▶ **WHAT TO DO**: Copy each line of the following material that has the string "roads".

--- START ---

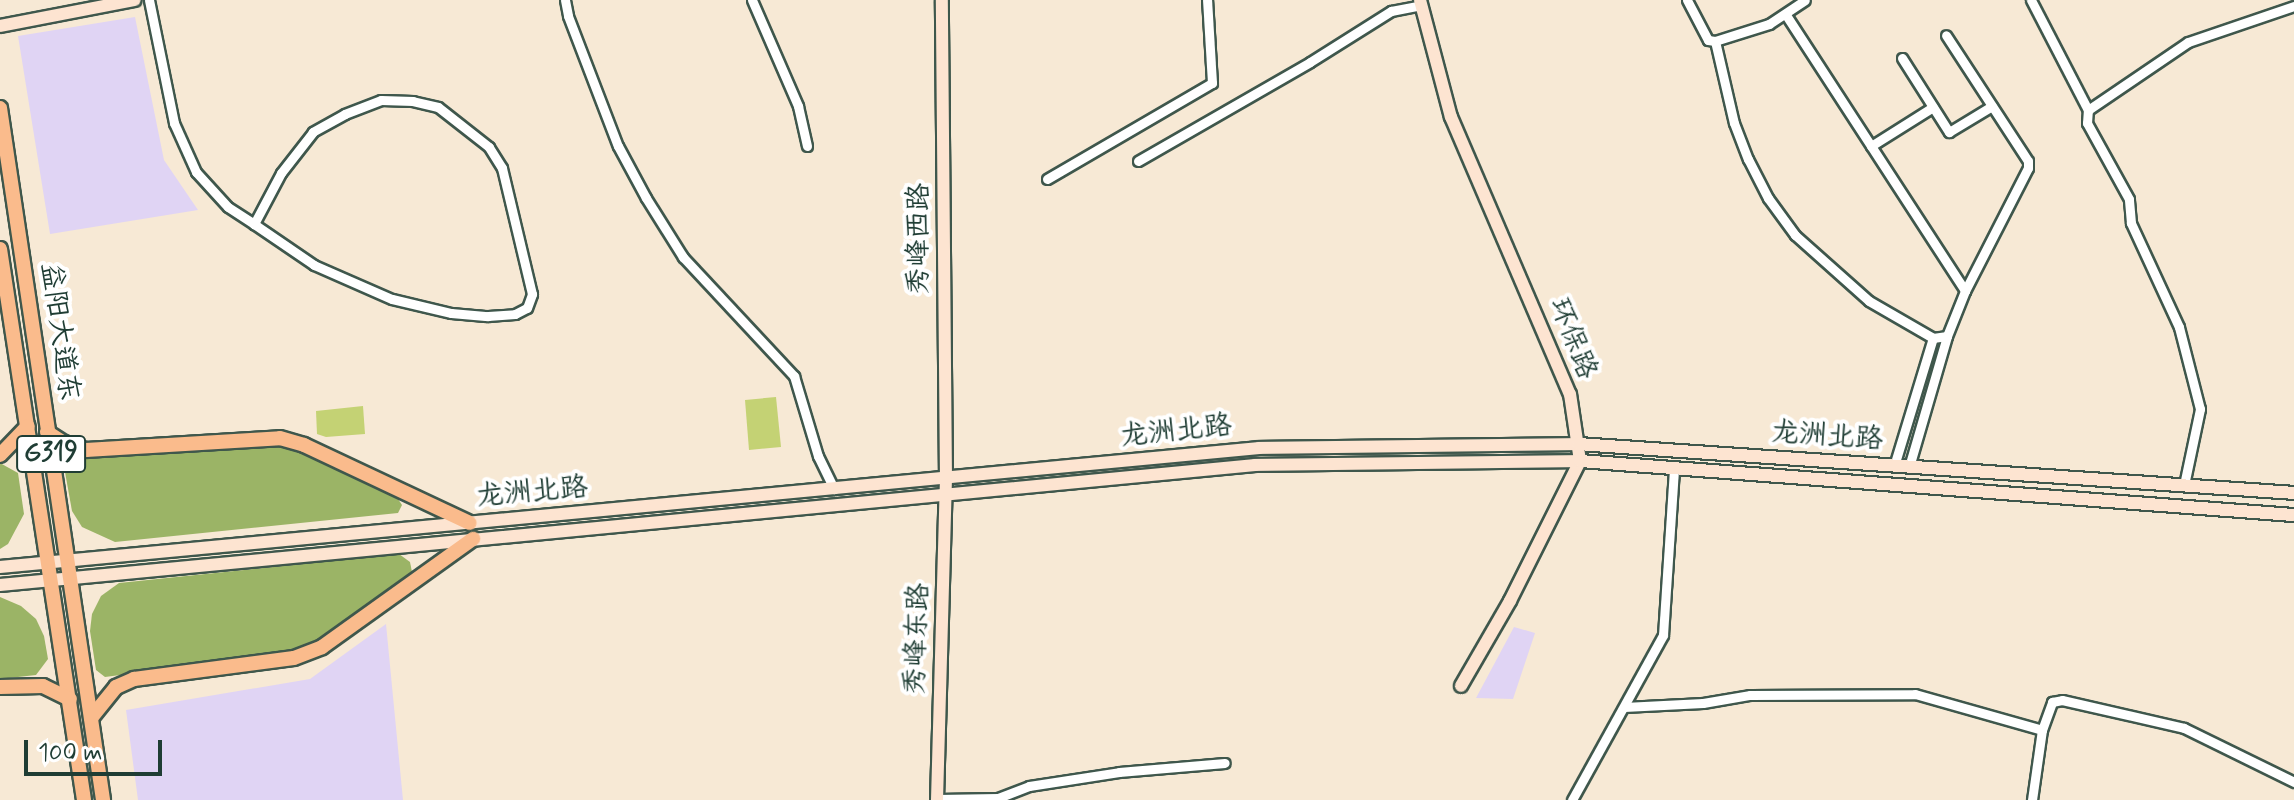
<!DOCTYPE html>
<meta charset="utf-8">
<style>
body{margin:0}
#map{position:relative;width:2294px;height:800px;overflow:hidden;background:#f7e9d5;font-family:Mynerve,"LXGW WenKai TC",sans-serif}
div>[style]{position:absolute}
.built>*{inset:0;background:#e0d4f4}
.green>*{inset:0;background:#c4d274}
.forest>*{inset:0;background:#9bb466}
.roads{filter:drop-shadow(2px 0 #3f574c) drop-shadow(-2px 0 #3f574c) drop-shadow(0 2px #3f574c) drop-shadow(0 -2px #3f574c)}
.street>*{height:9px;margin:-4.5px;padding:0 4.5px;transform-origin:4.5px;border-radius:4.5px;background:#fff}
.secondary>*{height:12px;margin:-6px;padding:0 6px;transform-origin:6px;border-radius:6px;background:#fde4d1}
.primary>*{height:14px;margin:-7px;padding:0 7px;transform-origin:7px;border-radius:7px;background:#fabb8c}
span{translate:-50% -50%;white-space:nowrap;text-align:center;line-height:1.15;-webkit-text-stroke:8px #fff;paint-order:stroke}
.shield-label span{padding:2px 6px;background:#fff;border:2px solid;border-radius:6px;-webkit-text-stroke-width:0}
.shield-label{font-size:26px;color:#1f3d34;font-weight:700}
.street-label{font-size:28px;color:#1f3d34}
.scale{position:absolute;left:24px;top:740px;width:138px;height:36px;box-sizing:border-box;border:4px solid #1f3d34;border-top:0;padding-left:10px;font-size:24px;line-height:28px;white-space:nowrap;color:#1f3d34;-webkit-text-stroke:6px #fff;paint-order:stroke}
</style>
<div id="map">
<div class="built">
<i style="clip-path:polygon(135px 17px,164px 160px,198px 210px,50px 234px,18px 36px)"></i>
<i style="clip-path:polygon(386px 624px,403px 800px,138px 800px,126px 710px,310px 679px)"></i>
<i style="clip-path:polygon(1514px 627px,1535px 633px,1513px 699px,1476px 698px)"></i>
</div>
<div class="green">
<i style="clip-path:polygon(776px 397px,781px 447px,749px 450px,745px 400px)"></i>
<i style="clip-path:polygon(363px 406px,365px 434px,326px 437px,317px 434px,316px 411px)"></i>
</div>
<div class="forest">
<i style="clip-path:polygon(282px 443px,307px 452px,398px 499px,402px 505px,398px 513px,115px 542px,82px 527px,72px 511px,65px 472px,84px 457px)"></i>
<i style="clip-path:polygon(0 463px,18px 473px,24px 514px,8px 544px,0 549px)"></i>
<i style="clip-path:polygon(399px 554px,410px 562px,412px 572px,319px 645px,296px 652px,105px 677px,96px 670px,90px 631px,92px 614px,101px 596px,119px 583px)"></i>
<i style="clip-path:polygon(0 597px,21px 606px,36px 619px,44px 636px,48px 659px,36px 675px,0 679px)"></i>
</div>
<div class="roads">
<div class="street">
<i style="left:149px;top:0;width:126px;rotate:78.5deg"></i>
<i style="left:174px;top:123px;width:54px;rotate:65.8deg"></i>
<i style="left:196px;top:172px;width:47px;rotate:47.6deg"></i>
<i style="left:228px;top:207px;width:31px;rotate:33deg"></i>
<i style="left:254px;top:224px;width:73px;rotate:34.3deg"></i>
<i style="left:314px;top:265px;width:85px;rotate:23.6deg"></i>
<i style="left:392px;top:299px;width:61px;rotate:13.3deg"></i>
<i style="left:451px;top:313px;width:37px;rotate:5deg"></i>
<i style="left:488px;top:316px;width:27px;rotate:-4deg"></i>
<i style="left:515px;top:314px;width:13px;rotate:-27deg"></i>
<i style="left:527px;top:308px;width:15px;rotate:-70deg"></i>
<i style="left:532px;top:294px;width:130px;rotate:-103.4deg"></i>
<i style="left:502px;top:168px;width:25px;rotate:-122deg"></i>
<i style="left:489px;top:147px;width:65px;rotate:-141.9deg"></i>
<i style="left:438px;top:107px;width:26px;rotate:-167deg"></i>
<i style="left:413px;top:101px;width:32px;rotate:-178deg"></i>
<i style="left:381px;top:100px;width:39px;rotate:159deg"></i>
<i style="left:345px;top:114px;width:37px;rotate:151deg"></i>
<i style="left:313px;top:132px;width:52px;rotate:128deg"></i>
<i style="left:281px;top:173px;width:58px;rotate:117.9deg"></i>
<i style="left:565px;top:0;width:16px;rotate:79deg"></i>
<i style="left:568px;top:16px;width:139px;rotate:69deg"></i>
<i style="left:618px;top:146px;width:59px;rotate:61.7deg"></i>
<i style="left:646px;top:198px;width:70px;rotate:57.9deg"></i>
<i style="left:683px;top:257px;width:163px;rotate:47deg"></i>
<i style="left:794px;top:376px;width:84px;rotate:73.3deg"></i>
<i style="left:818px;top:456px;width:37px;rotate:64deg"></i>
<i style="left:752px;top:0;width:116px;rotate:66.5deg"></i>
<i style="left:798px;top:106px;width:41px;rotate:77.3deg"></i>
<i style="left:1687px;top:0;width:45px;rotate:62.3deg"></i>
<i style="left:1708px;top:40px;width:7px;rotate:8deg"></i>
<i style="left:1715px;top:41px;width:57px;rotate:-17.5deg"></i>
<i style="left:1769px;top:24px;width:43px;rotate:-33.7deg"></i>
<i style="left:2031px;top:0;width:124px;rotate:62.6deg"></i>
<i style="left:1786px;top:15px;width:329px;rotate:57deg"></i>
<i style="left:1715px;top:41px;width:84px;rotate:77deg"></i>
<i style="left:1734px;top:123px;width:39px;rotate:69deg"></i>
<i style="left:1748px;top:159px;width:44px;rotate:62.9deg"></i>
<i style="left:1768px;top:198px;width:46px;rotate:53.9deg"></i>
<i style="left:1795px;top:235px;width:99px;rotate:41.7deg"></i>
<i style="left:1869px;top:301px;width:74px;rotate:30deg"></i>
<i style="left:1933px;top:338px;width:14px;rotate:-8deg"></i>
<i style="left:1902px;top:58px;width:88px;rotate:57.6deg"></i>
<i style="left:1949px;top:132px;width:50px;rotate:-31.2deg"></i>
<i style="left:1871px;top:146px;width:73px;rotate:-32.2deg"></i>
<i style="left:1138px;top:161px;width:198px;rotate:-29.9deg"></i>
<i style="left:1310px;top:62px;width:96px;rotate:-32.2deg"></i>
<i style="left:1391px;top:11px;width:31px;rotate:-11deg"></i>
<i style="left:1047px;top:179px;width:191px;rotate:-30.2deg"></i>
<i style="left:1212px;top:83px;width:83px;rotate:-93.4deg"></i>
<i style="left:1894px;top:466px;width:134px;rotate:-73.1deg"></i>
<i style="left:1909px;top:467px;width:136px;rotate:-73.8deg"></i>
<i style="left:1947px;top:336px;width:48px;rotate:-68.2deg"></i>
<i style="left:1965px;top:291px;width:138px;rotate:-62.9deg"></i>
<i style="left:2028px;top:168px;width:7px;rotate:-90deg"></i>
<i style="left:2028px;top:161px;width:150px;rotate:-123.1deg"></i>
<i style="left:2184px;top:485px;width:78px;rotate:-78.1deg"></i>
<i style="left:2200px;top:409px;width:85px;rotate:-104.4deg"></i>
<i style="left:2179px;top:327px;width:115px;rotate:-114.8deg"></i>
<i style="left:2131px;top:223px;width:24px;rotate:-95deg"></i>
<i style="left:2129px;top:199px;width:87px;rotate:-118.9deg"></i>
<i style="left:2087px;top:123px;width:13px;rotate:-86deg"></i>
<i style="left:2088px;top:110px;width:121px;rotate:-34.2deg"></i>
<i style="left:2188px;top:42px;width:112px;rotate:-18.8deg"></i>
<i style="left:1624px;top:707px;width:79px;rotate:-2.9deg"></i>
<i style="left:1703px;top:703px;width:48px;rotate:-9.7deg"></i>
<i style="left:1750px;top:695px;width:165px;rotate:-0.3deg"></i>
<i style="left:1915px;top:694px;width:132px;rotate:15.8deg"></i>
<i style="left:2042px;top:730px;width:30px;rotate:-70deg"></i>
<i style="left:2052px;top:702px;width:10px;rotate:-11deg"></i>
<i style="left:2062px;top:700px;width:125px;rotate:12.9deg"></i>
<i style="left:2184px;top:728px;width:123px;rotate:26.1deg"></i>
<i style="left:937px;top:799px;width:61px;rotate:-0.9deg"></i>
<i style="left:998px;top:798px;width:33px;rotate:-21deg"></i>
<i style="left:1029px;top:786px;width:91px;rotate:-8.8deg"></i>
<i style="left:1119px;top:772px;width:106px;rotate:-4.9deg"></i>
<i style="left:1572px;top:800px;width:188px;rotate:-61.1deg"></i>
<i style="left:1663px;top:635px;width:167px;rotate:-86.2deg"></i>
<i style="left:2032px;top:800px;width:71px;rotate:-81.9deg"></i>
</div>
<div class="secondary">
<i style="left:1420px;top:0;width:121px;rotate:75.2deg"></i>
<i style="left:1451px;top:117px;width:301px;rotate:66.8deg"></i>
<i style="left:1570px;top:394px;width:68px;rotate:81.5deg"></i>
<i style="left:1580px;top:461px;width:157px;rotate:116.6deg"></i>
<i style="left:1510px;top:601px;width:98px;rotate:120deg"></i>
<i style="left:0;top:26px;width:137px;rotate:-10.9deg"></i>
<i style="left:0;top:567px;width:1265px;rotate:-5.4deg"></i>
<i style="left:1259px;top:448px;width:319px;rotate:-0.7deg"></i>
<i style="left:1578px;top:444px;width:718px;rotate:3.91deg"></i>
<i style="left:0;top:585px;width:1261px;rotate:-5.46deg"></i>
<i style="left:1255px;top:465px;width:325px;rotate:-0.7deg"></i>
<i style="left:1580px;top:461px;width:716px;rotate:4.33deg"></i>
<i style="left:937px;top:800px;width:321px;rotate:-88.4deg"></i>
<i style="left:946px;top:479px;width:479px;rotate:-90.5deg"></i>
</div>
<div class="primary">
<i style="left:0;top:108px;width:700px;rotate:81.53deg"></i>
<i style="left:0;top:249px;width:557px;rotate:81.33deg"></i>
<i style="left:47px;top:432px;width:20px;rotate:33deg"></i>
<i style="left:64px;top:443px;width:23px;rotate:18deg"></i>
<i style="left:86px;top:450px;width:194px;rotate:-3.5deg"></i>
<i style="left:280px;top:438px;width:25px;rotate:16deg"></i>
<i style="left:304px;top:445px;width:183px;rotate:25.2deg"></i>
<i style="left:0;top:455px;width:40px;rotate:-46deg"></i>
<i style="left:0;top:687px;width:43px;rotate:-1.3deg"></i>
<i style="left:43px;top:686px;width:30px;rotate:26deg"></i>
<i style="left:91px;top:718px;width:40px;rotate:-51deg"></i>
<i style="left:116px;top:687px;width:20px;rotate:-24deg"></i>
<i style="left:134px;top:679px;width:161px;rotate:-7.5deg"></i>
<i style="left:294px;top:658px;width:30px;rotate:-21deg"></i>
<i style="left:322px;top:647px;width:186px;rotate:-35.6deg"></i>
</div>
</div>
<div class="shield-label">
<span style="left:51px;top:454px">G319</span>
</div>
<div class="street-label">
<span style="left:920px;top:239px;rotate:-90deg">秀峰西路</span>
<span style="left:59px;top:332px;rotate:82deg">益阳大道东</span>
<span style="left:1572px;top:339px;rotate:68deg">环保路</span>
<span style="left:1176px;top:432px;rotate:-6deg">龙洲北路</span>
<span style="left:1827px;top:437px;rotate:4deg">龙洲北路</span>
<span style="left:532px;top:493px;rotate:-5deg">龙洲北路</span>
<span style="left:918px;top:639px;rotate:-88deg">秀峰东路</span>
</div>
<div class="scale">100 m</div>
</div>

--- END ---

▶ **WRITTEN ANSWER**:
.roads{filter:drop-shadow(2px 0 #3f574c) drop-shadow(-2px 0 #3f574c) drop-shadow(0 2px #3f574c) drop-shadow(0 -2px #3f574c)}
<div class="roads">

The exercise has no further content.